* PROBLEM DETAILS *
Find how many lines of the records below contain the word "Noviembre" and write that number by itself.

* ENTRIES SHOWN *
▼▼▼

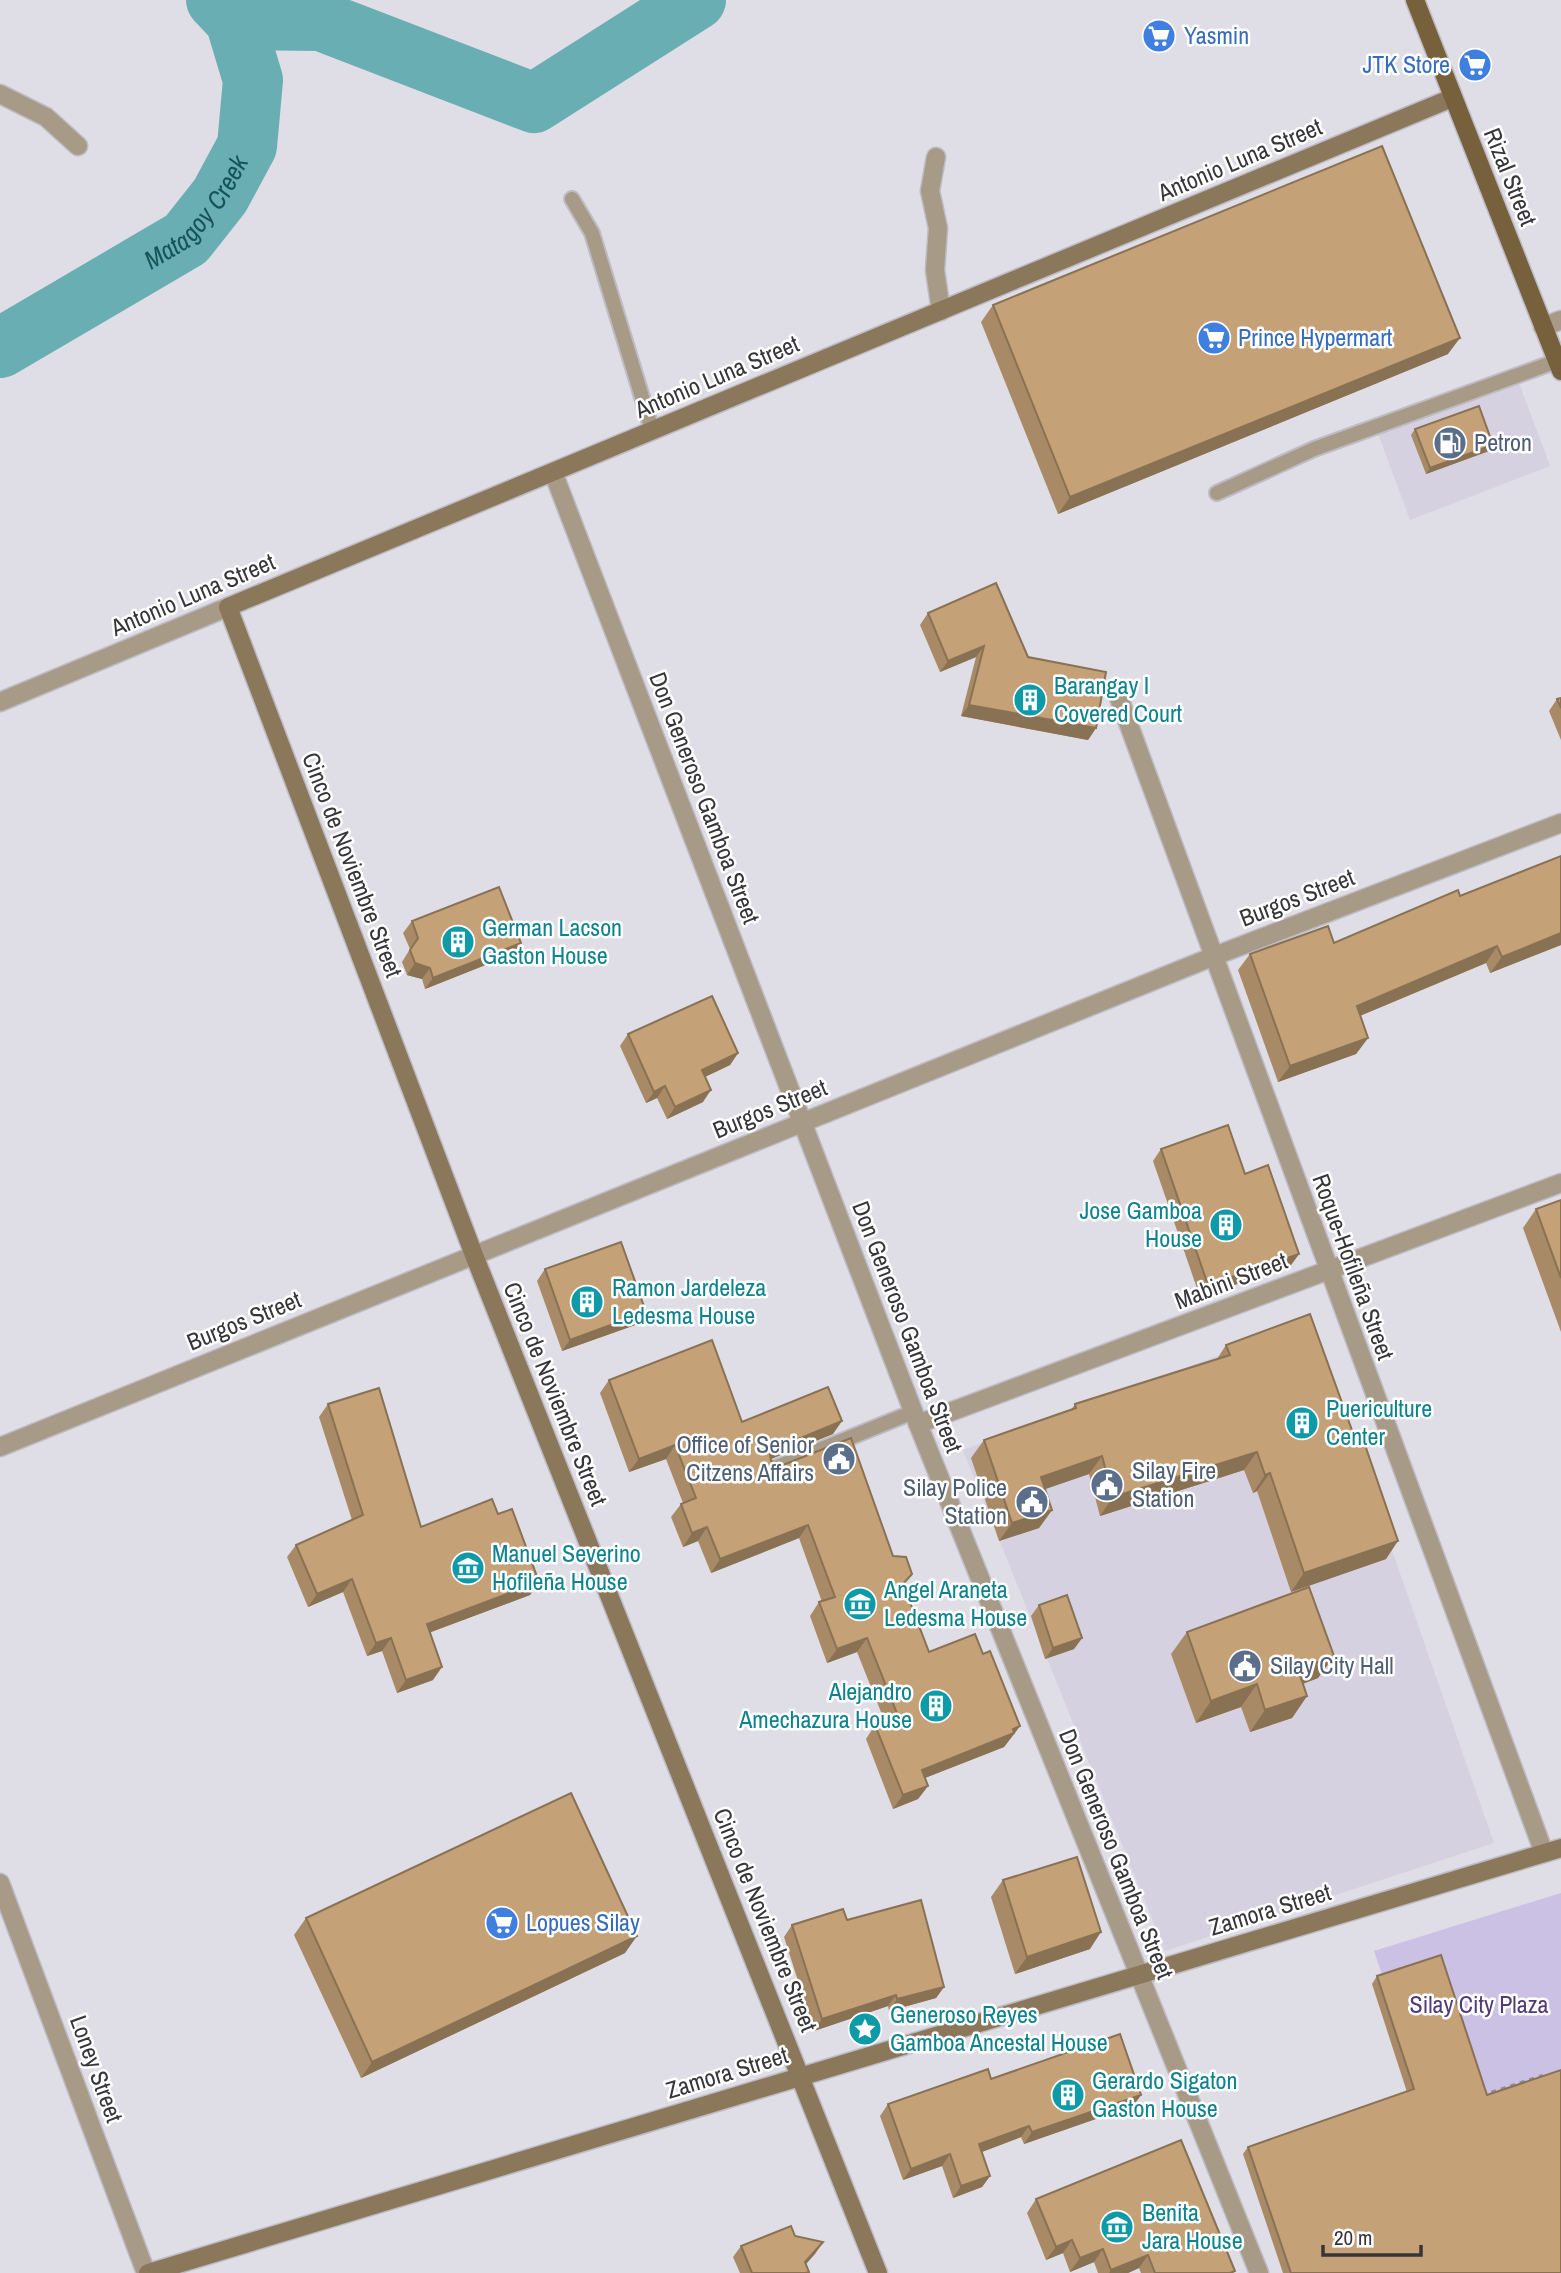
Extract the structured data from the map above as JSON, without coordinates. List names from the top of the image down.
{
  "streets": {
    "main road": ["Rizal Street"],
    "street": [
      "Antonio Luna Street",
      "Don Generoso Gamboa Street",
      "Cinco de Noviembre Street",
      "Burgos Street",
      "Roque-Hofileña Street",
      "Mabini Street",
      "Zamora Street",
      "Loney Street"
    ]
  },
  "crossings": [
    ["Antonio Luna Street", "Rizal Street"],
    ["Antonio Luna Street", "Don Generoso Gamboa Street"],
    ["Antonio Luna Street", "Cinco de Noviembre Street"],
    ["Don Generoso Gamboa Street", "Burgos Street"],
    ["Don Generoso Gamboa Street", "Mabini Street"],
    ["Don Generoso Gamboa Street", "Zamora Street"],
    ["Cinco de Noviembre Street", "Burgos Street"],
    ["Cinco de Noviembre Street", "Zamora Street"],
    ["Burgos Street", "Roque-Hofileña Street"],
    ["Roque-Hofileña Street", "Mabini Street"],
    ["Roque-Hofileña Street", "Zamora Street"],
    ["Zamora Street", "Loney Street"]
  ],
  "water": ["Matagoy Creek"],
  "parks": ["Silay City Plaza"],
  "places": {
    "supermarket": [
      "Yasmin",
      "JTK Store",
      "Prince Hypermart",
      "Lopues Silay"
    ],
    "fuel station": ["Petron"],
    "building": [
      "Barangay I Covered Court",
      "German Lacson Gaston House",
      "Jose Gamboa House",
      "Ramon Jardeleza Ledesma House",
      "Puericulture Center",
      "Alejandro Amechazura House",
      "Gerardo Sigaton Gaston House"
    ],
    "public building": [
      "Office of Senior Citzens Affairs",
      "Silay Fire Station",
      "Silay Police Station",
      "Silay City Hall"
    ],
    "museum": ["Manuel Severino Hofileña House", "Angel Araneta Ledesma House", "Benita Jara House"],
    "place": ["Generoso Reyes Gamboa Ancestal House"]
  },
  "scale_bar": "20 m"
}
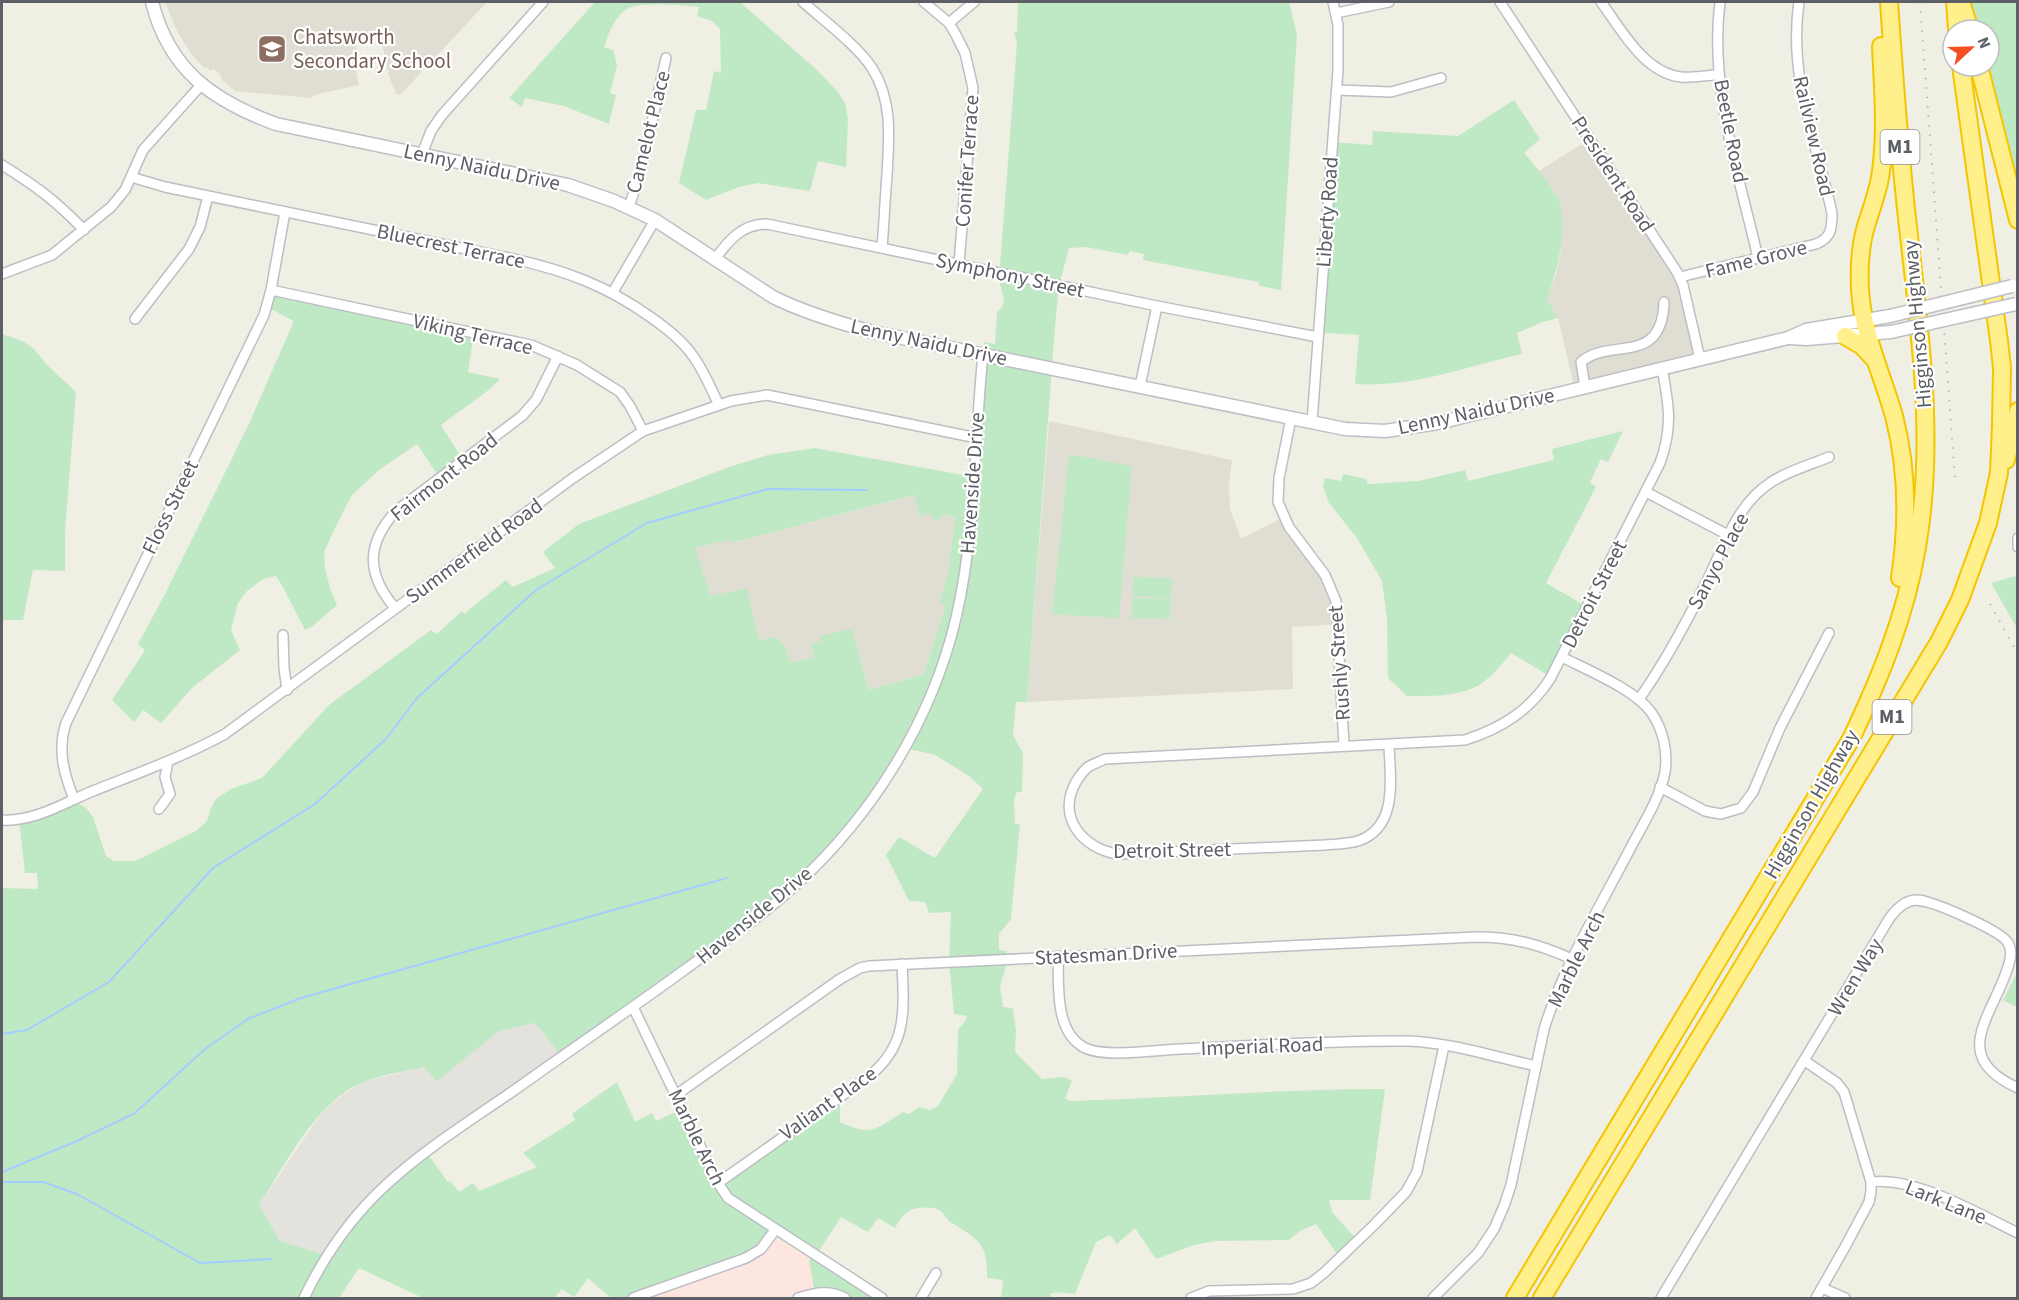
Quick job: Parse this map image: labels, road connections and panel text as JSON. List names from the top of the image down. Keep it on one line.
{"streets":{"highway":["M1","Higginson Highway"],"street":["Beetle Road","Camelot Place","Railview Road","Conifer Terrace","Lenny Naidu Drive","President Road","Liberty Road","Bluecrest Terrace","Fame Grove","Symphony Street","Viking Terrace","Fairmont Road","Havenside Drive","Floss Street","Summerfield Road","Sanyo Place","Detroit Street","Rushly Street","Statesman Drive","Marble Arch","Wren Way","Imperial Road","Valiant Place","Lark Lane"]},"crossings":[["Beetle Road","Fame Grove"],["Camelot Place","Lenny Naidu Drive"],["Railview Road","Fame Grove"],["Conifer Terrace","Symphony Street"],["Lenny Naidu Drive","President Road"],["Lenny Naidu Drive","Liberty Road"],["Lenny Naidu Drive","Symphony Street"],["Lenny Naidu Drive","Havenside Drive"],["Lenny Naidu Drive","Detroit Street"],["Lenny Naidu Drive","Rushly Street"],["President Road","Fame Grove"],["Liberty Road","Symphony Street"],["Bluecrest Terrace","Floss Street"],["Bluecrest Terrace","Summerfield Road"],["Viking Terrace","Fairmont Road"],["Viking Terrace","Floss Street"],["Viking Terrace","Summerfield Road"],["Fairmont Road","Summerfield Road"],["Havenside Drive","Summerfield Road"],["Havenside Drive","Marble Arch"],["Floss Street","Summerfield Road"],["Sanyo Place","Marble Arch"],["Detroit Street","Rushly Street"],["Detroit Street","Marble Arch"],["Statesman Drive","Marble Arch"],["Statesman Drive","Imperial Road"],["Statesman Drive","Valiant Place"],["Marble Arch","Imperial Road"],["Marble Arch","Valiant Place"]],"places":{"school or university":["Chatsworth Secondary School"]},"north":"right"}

▲▲▲

* RESPONSE FOR THIS EXERCISE *
4